The present study showed that all 3 patients with headache had both normal MRI brain and EEG, only one patient out of 6 with psychosis had both periventricular white mater lesion in MRI and diffuse slowing in EEG. All 4 patients with acute confusional state showed both periventricular white mater lesion in MRI and diffuse slowing in EEG. We found also that 13 patients out of 30 with NPSLE had clinical history of seizure disorders (43.3%), 8 of them had abnormal EEG (61.5%). 4 patients (30.8%) out of 13 with seizure disorders had incidence of generalized epileptiform activity in EEG, 2 patients (15.4%) had diffuse slowing and 2 patients (15.4%) had temporal epileptiform activity.
On testing validity of EEG, we found that EEG is not sensitive nor specific test for detecting NPSLE with sensitivity (37.5%), specificity (57.1%), PPV (50.0%), NPV (44.4%) and overall test accuracy (46.7%). So, it is not an accurate screening test for detecting NPSLE and cannot be used alone without supplementary neuroimaging studies for diagnosis of NPSLE.

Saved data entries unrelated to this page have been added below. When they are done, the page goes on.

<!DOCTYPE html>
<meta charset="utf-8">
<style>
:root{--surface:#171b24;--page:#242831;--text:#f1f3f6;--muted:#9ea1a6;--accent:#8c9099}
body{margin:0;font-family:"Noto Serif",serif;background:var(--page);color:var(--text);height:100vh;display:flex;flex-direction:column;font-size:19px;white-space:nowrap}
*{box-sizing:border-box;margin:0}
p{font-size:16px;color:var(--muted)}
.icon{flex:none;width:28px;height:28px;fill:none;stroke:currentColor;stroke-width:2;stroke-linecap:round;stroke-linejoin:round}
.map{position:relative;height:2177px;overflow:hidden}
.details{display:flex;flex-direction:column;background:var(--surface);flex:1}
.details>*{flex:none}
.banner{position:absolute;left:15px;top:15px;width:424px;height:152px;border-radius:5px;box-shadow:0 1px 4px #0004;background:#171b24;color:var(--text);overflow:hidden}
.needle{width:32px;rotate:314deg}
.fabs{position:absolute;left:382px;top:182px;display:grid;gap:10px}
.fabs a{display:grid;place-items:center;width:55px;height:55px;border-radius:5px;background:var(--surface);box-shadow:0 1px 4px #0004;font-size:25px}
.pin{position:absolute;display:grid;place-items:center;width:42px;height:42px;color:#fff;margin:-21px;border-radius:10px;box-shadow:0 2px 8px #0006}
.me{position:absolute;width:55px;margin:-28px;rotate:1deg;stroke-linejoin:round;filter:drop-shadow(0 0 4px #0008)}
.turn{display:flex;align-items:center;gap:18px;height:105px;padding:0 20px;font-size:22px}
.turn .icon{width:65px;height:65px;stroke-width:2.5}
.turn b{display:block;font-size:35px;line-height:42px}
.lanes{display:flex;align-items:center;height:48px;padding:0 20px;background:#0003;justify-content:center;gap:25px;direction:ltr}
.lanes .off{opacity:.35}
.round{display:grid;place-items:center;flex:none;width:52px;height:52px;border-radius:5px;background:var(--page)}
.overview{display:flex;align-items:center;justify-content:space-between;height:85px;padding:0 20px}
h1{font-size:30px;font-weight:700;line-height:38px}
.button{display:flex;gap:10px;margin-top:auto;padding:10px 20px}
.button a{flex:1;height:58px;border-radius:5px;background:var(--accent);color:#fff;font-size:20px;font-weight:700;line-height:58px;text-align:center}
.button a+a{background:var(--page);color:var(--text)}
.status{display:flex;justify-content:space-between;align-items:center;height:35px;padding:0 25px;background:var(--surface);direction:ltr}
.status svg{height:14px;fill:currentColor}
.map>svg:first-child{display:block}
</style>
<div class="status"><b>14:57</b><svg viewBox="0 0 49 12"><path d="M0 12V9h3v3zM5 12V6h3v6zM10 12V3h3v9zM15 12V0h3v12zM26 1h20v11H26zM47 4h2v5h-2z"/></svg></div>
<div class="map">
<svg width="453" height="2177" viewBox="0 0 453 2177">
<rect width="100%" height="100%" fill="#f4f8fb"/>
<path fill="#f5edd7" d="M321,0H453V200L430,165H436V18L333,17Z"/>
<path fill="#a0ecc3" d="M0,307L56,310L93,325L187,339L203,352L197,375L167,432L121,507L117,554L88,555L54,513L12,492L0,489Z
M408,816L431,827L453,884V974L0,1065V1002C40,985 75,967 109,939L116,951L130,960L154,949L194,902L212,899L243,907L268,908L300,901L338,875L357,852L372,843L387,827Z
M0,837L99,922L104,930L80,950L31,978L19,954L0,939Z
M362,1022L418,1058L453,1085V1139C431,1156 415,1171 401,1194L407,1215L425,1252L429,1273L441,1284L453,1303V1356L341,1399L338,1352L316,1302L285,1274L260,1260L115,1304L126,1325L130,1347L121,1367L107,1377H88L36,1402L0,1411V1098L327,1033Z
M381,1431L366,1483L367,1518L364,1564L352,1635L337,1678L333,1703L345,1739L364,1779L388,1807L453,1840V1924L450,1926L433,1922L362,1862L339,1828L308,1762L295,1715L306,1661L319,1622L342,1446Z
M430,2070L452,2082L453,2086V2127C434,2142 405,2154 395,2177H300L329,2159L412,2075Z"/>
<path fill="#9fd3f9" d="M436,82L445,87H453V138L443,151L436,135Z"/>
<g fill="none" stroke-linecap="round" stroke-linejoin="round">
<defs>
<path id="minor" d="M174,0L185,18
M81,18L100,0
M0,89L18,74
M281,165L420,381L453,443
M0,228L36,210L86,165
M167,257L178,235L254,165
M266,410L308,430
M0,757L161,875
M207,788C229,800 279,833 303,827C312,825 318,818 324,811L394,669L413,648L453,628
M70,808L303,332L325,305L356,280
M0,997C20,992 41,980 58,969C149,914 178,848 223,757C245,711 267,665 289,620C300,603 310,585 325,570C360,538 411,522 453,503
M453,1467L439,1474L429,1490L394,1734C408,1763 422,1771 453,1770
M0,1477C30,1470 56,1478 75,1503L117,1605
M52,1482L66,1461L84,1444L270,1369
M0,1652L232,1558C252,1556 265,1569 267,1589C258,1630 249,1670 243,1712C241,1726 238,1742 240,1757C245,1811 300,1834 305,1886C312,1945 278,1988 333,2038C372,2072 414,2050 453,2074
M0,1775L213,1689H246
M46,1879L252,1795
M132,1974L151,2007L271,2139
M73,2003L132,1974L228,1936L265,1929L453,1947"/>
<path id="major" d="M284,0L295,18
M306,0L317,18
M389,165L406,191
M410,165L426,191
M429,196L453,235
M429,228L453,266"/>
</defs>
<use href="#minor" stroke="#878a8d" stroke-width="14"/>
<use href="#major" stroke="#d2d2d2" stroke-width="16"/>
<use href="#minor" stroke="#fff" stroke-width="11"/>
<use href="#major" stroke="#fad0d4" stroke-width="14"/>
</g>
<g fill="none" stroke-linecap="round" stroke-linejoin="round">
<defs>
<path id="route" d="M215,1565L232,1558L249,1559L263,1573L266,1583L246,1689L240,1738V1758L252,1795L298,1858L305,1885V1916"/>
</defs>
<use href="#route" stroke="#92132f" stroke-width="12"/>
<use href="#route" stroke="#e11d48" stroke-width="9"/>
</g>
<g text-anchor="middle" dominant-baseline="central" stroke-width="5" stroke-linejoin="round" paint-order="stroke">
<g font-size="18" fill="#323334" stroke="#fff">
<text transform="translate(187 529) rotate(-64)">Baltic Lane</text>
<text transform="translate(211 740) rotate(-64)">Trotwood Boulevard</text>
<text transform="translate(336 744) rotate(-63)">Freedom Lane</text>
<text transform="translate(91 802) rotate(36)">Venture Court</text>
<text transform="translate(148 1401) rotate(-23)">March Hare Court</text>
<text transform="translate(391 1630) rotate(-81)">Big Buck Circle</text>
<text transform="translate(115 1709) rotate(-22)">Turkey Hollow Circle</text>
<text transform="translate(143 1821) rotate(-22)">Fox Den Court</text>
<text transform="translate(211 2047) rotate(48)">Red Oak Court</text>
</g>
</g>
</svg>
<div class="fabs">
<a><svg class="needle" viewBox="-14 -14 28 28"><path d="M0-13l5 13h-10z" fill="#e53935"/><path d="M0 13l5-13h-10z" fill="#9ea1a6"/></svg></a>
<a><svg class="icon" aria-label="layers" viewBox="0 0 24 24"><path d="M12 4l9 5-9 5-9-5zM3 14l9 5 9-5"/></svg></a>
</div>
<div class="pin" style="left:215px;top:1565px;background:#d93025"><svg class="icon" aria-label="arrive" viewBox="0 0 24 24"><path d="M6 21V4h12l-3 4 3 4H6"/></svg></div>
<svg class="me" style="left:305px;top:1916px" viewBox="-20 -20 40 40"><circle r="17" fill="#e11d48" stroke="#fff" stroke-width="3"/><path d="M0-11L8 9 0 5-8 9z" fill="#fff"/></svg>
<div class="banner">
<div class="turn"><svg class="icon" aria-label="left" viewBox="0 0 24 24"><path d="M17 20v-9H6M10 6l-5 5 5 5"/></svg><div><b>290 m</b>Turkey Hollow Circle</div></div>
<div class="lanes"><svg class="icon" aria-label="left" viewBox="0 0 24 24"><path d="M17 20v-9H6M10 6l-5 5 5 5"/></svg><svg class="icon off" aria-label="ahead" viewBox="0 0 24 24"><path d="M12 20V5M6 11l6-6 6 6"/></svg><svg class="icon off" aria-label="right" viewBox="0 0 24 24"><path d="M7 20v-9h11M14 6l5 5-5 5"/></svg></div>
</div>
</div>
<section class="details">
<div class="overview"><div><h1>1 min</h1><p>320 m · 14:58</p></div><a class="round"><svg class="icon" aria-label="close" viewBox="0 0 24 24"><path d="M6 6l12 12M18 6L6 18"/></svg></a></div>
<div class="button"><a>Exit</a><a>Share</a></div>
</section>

We conclude that not all patients with NPSLE have abnormal EEG or brain MRI. NPSLE patients may have abnormal EEG while the MRI is still normal and the reverse is true, some NPSLE patients with abnormal MRI findings have normal EEG pattern. So, both EEG and MRI are complementary investigations in assessment of NPSLE patients.
EEG is a useful assistant tool in diagnosing and studying the different manifestations of NPSLE especially seizure disorder and acute confusional state, but it cannot be used alone as a screening test for detecting NPSLE and must be supplemented by neuroimaging studies (MRI) for diagnosis of NPSLE.